Zak is shaved but I want him to have a long coat, how long (guestimate) will it take for his hair to grow?


----------



## The A Team

Guess it depends on the dog....and how long you want it. To the floor? Just fuller?

If he's shaved and you want it to the floor, I'm thinking you'll have a while to wait - probably several months, if not more.


----------



## revakb2

They say Maltese hair grows like human hair - about 1/2 inch a month.


----------



## jmm

At least a year if you want a full coat. It also depends on the dog (just like some people have hair the grows faster or slower, dogs do too) and a lot on the grooming.


----------



## LJSquishy

It really depends on his coat type whether or not you can grow him out. If he ends up having a curly or really wavy coat, it's best to keep it short (although not as short as it currently is).

It takes about a year to grow a full coat (to the floor) but it also takes a LOT of grooming and daily care.

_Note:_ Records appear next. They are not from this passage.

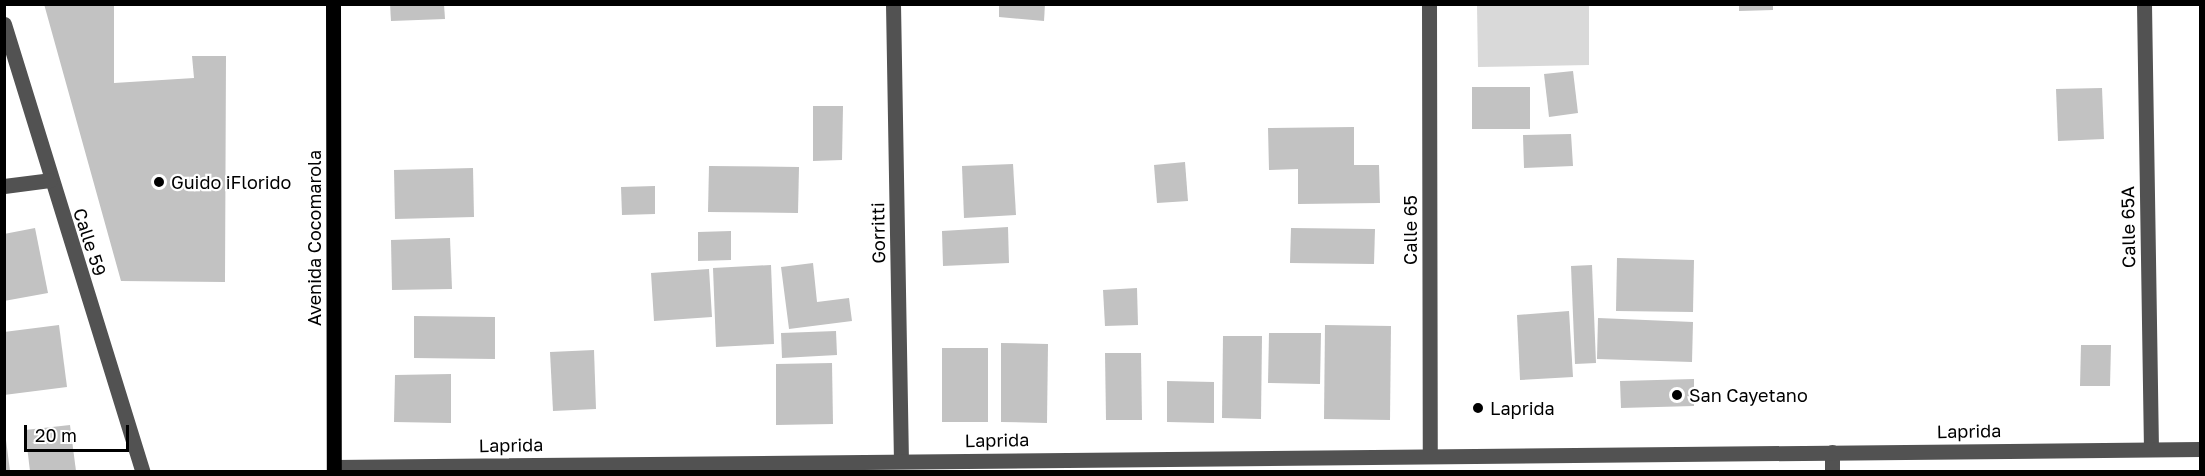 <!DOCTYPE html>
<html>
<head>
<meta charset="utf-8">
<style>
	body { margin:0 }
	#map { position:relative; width:2205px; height:476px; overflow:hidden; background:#fff; font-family:"Golos Text",sans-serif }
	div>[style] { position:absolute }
	.green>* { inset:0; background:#d9d9d9 }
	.building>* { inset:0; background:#c2c2c2 }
	.minor>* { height:15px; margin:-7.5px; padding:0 7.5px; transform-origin:7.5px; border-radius:7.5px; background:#525252 }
	.major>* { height:15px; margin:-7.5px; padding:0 7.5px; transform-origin:7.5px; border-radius:7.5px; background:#000 }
	.dots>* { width:16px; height:16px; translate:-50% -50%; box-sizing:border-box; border:3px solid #fff; border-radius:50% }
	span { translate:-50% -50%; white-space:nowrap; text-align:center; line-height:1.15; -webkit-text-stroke:4.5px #fff; paint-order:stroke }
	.poi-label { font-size:18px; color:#000 }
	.left { translate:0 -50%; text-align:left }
	.street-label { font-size:18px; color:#000 }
	.frame { position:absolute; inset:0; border:6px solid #000; pointer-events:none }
	.scale { position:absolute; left:24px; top:425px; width:105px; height:27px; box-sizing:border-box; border:3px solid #000; border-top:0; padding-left:8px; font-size:18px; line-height:21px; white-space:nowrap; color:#000; -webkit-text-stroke:4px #fff; paint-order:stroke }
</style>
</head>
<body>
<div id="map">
	<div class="green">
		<div style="clip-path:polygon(1477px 5px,1589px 5px,1589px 65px,1478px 67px)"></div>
	</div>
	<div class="building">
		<div style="clip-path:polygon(44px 4px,114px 4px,114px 83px,194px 78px,192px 56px,226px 56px,225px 282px,121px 281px)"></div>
		<div style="clip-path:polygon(390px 4px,444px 4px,445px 19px,391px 21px)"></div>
		<div style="clip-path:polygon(999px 4px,1045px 4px,1044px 21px,999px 17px)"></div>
		<div style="clip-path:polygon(1739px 4px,1773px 4px,1773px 10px,1739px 11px)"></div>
		<div style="clip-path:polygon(1573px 71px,1578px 113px,1549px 117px,1544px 74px)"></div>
		<div style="clip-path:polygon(1472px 87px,1530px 87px,1530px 129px,1472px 129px)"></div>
		<div style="clip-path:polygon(2102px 88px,2104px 139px,2058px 141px,2056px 89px)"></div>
		<div style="clip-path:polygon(813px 106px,843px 106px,842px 160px,813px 161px)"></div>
		<div style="clip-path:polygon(1354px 127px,1354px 165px,1379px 165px,1380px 203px,1298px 204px,1298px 169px,1269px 170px,1268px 128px)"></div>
		<div style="clip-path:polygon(1571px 134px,1573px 166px,1524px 168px,1523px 135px)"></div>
		<div style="clip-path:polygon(1185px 162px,1188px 201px,1157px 203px,1154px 165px)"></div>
		<div style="clip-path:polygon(1013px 164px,1016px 215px,964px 218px,962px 166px)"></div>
		<div style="clip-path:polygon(709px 166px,799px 167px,798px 213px,708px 212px)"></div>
		<div style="clip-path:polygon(473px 168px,474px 217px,395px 219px,394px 170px)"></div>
		<div style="clip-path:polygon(655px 186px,655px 214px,622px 215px,621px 187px)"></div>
		<div style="clip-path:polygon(1008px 227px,1009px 263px,943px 266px,942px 231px)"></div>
		<div style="clip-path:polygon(35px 228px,48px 293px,4px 301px,4px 234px)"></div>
		<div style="clip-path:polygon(1291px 228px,1375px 229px,1374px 264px,1290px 263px)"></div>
		<div style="clip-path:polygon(731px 231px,731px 260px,698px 261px,698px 232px)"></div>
		<div style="clip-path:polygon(450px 238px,452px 289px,392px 290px,391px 240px)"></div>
		<div style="clip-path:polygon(1617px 258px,1694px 260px,1693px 312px,1616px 311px)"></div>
		<div style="clip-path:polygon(813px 263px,817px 302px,849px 298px,852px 321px,789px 329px,781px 267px)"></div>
		<div style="clip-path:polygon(771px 265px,774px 344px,716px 347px,713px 268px)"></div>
		<div style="clip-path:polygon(1592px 265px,1596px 363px,1575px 364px,1571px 266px)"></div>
		<div style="clip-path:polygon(709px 269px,712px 317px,654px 321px,651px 273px)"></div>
		<div style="clip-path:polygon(1137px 288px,1138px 325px,1105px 326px,1103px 290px)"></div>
		<div style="clip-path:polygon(1569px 311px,1573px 377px,1520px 380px,1517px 315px)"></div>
		<div style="clip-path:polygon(414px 316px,495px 317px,495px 359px,414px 358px)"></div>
		<div style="clip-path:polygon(1598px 318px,1693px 322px,1692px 362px,1597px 359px)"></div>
		<div style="clip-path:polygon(59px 325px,67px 387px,4px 395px,4px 332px)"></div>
		<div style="clip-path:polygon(1325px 325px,1391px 326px,1390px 420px,1324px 419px)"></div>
		<div style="clip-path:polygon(836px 331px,837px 355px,782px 358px,781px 333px)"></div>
		<div style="clip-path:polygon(1269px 333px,1321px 333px,1320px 384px,1268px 383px)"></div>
		<div style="clip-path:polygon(1223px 336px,1262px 336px,1261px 419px,1222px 418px)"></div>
		<div style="clip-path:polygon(1001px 343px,1048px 344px,1047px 423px,1001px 422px)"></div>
		<div style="clip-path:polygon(2081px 345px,2111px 345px,2110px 386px,2080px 386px)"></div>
		<div style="clip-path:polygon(942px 348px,988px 348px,988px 422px,942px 422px)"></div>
		<div style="clip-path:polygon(594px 350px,596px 409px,553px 411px,550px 352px)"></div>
		<div style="clip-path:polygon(1105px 353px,1141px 353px,1142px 420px,1106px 420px)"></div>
		<div style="clip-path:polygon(832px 363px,833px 424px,776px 425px,776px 364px)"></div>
		<div style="clip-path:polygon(451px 374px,451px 423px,394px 422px,395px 375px)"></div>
		<div style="clip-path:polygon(1694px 379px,1694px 406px,1621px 408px,1620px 381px)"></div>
		<div style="clip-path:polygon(1167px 381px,1214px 382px,1214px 423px,1167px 422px)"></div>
		<div style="clip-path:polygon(70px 425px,76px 471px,30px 471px,25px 430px)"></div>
		<div style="clip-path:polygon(6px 440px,10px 471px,4px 471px)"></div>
	</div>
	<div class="minor">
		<div style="left:893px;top:4px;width:457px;rotate:89deg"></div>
		<div style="left:1429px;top:4px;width:451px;rotate:89.9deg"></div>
		<div style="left:2144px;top:4px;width:445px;rotate:89.1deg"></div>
		<div style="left:4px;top:24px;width:469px;rotate:72.8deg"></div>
		<div style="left:4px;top:186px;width:46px;rotate:-7.4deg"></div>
		<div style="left:1832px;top:452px;width:20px;rotate:90deg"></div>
		<div style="left:334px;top:467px;width:1866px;rotate:-0.55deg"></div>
	</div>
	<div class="major">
		<div style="left:333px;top:4px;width:468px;rotate:89.9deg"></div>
	</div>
	<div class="dots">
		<div style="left:159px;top:182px;background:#000"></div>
		<div style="left:1677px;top:395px;background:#000"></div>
		<div style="left:1478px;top:408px;background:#000"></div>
	</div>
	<div class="poi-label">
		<span class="left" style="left:171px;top:182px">Guido iFlorido</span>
		<span class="left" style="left:1689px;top:395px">San Cayetano</span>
		<span class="left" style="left:1490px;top:408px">Laprida</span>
	</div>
	<div class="street-label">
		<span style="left:2128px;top:227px;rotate:-91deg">Calle 65A</span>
		<span style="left:1410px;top:230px;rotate:-90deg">Calle 65</span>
		<span style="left:878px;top:233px;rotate:-91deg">Gorritti</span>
		<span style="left:314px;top:238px;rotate:-90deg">Avenida Cocomarola</span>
		<span style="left:90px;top:242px;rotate:72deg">Calle 59</span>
		<span style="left:1969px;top:431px;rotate:-1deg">Laprida</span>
		<span style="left:997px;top:440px;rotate:-1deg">Laprida</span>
		<span style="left:511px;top:445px;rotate:-1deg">Laprida</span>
	</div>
	<div class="frame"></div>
	<div class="scale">20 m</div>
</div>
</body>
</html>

Also, you must be sure not to flick/twist your wrist at the ends of their hair (when it gets longer) or it may break and damage the coat. There are lots of members here who can teach you the proper technique and suggest products to get you started. 

My favorite brush for a Maltese coat is the Madan Pin Brush -- it's amazing!


----------



## ilovemymaltese

Also, if you have carpetted stairs in your home and your malts use them a lot, it will break and damage the ends of the hairs, so the coat will not touch the floor exactly, but still very long and flowy. But if you have a great coat, then maybe it will. Depends on the grade of hair.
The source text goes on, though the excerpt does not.